The Germans could propose or specify whatever they wanted. For a reality check try looking at the Boeing B-47 Stratojet bomber. Wingspan 116 feet 0 inches, length 106 feet 10 inches, wing area 1428 square feet, Weights: 78,102 pounds empty, 122,650 pounds combat, 184,908 pounds gross and in overload in excess of 200,000lbs. Combat radius 1965 miles with 10,00 pounds of bombs. 4444 miles ferry range. Six General Electric J47-GE-23 turbojets, 5970 lb.s.t. each. Service ceiling 33,900 feet, combat ceiling 40,800 feet. 

Granted it used a smaller wing and was a lot heavier when loaded but take-off was Takeoff ground run 9100 feet, 7200 feet with JATO and this was in the summer of 1952. The J-47 engines had a pressure ratio of either 5:1 to 5.5:1 depending on model and used a 12 stage compressor. Quite a number of late 40s and early 50s jets could not quite make 50,000ft, some of them by close to 10,000ft. 

Or find some other jet bombers that were actually built and flown in the late 40s or very early 50s, or failing that try a jet airliner or two. The jets offered a _promise_ but that promise turned out to be a long time coming even with the cold war and Korea. Piston engines provided the power for commercial intercontinental transport instead of jets until the mid or late 50s, first Boeing 707 went into _service_ Oct 1958, despite high fuel costs (often using 108/135 or 115/145 fuel) the use of water injection for take-offs and maintenance problems. 



> The final German war piston engines were big engines and not really over stressed at the 2500hp level: the DB603 series are over 41L much larger than a Merlin or Griffon. Even with a two stage supercharger DB often didn't plan on using an inter-cooler. However after compression the air comes out at 200C and pulling of 75C-100C or so can help and when such a device is added that level of power becomes plausible and these devices were added to the DB603L and DB603N



A DB 603 turning 3000rpm has a piston speed of 3545fpm. A Jumo 213 turning 3250rpm has a piston speed of 3520. Nobody else used piston speeds within 10% of those numbers during the war. 

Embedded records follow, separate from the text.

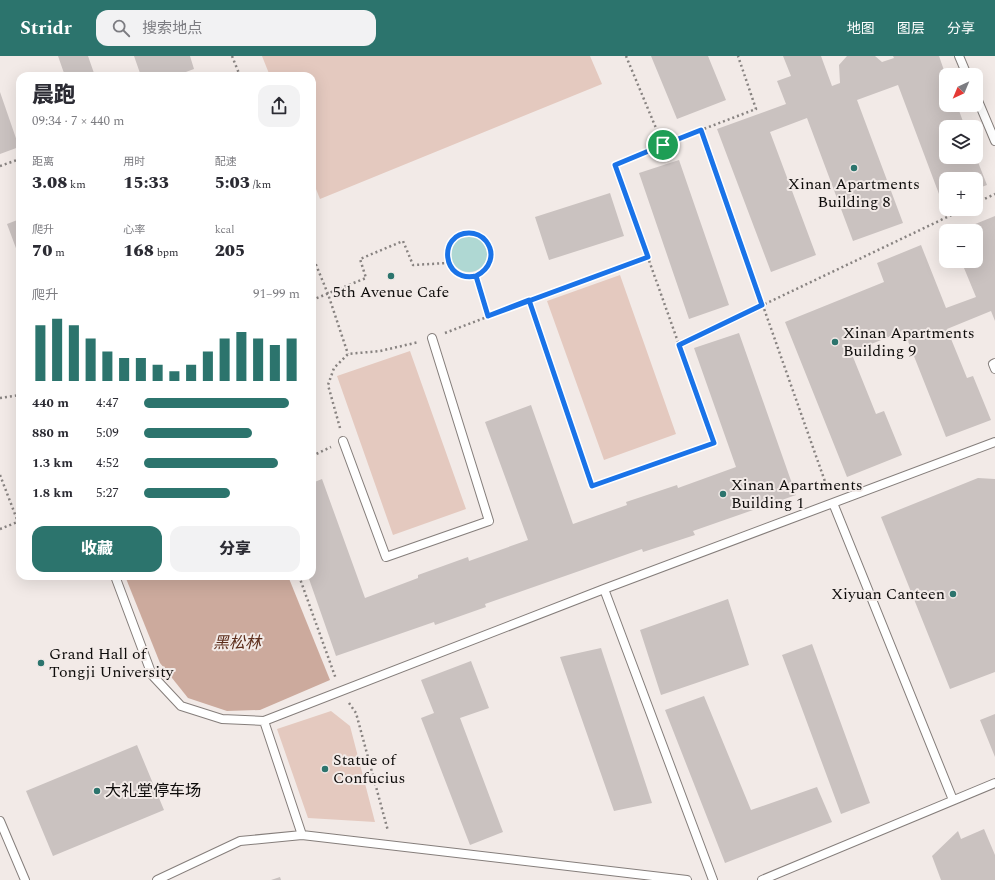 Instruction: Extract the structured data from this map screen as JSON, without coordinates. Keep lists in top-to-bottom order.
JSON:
{
  "parks": ["黑松林"],
  "places": [
    "Xinan Apartments Building 8",
    "5th Avenue Cafe",
    "Xinan Apartments Building 9",
    "Xinan Apartments Building 1",
    "Xiyuan Canteen",
    "Grand Hall of Tongji University",
    "Statue of Confucius",
    "大礼堂停车场"
  ],
  "north": "bottom left",
  "page": {
    "header": "Stridr",
    "search": "搜索地点",
    "nav": ["地图", "图层", "分享"],
    "map_buttons": ["+", "−"],
    "heading": ["晨跑", "09:34 · 7 × 440 m"],
    "stats": [
      ["距离", "3.08 km"],
      ["用时", "15:33"],
      ["配速", "5:03 /km"],
      ["爬升", "70 m"],
      ["心率", "168 bpm"],
      ["kcal", "205"]
    ],
    "chart": ["爬升", "91–99 m"],
    "list": [
      {
        "name": "440 m",
        "note": "4:47"
      },
      {
        "name": "880 m",
        "note": "5:09"
      },
      {
        "name": "1.3 km",
        "note": "4:52"
      },
      {
        "name": "1.8 km",
        "note": "5:27"
      }
    ],
    "buttons": ["收藏", "分享"]
  }
} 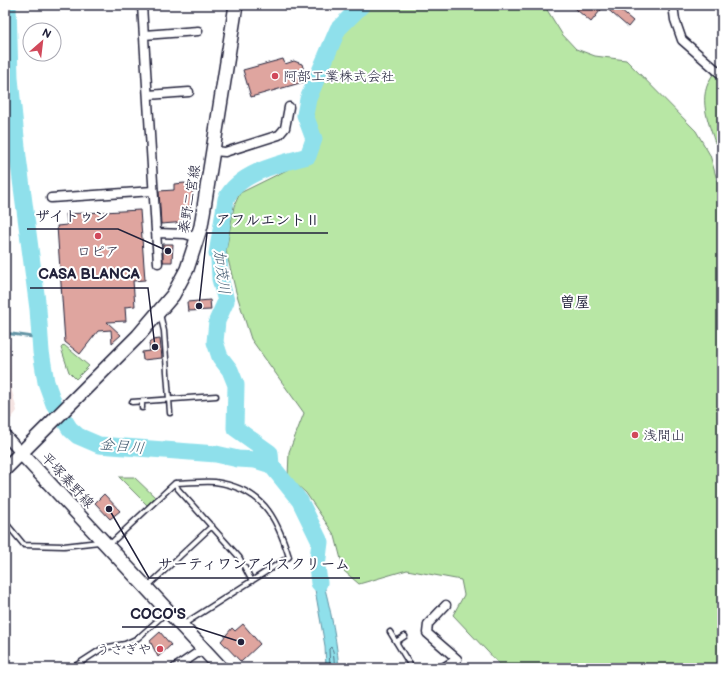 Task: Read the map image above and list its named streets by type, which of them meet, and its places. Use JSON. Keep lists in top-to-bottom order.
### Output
{
  "streets": {
    "main road": ["秦野二宮線", "平塚秦野線"]
  },
  "crossings": [
    ["秦野二宮線", "平塚秦野線"]
  ],
  "districts": ["曽屋"],
  "water": ["加茂川", "金目川"],
  "places": [
    "阿部工業株式会社",
    "ロピア",
    "ザイトゥン",
    "アフルエントⅡ",
    "CASA BLANCA",
    "浅間山",
    "サーティワンアイスクリーム",
    "COCO'S",
    "うさぎや"
  ],
  "north": "top right"
}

> In General the final engines that managed to get into service or were just short of doing so were:
> *BMW801F at 2600hp*, this is an evolved form of the BMW801D2. The "F" didn't make it into service due to tooling issues but a hybrid form of the F and D2 known as the TS made it into service at 2200hp. One can argue over whether a certain boost level was released or not. The F had technologies such as vacuum cast heads, stronger pistons, stronger crankcase, new supercharger and gearing.



"vacuum cast heads, stronger pistons, stronger crankcase, new supercharger" are minor modifications?


----------



## Koopernic (Jun 12, 2014)

wuzak said:


> I don't believe a Jumo 213J would turn at 3750rpm....for long.
> 
> Also, the DB 603 was 44.5l - 21% larger than the Griffon, the single stage version weight roughly the same as the two stage Griffon, which had more power. It had a bigger bore (160mm vs 152.4mm) and longer stroke (180mm vs 167.6mm) than the Griffon, and a longer crankshaft. The long bore and crankshaft contribute to stress issues, while the larger bore and longer stroke have an effect on combustion.
> 
> ...



I have read Frank Vann's biography of Willy Messerschmitt and I have read Manfred Griehl's "Luftwaffe over Amerika" which contains extensive minutes of meeting on the Me 264 between Milch, the RLM, Luftwaffe and Messerschmitt.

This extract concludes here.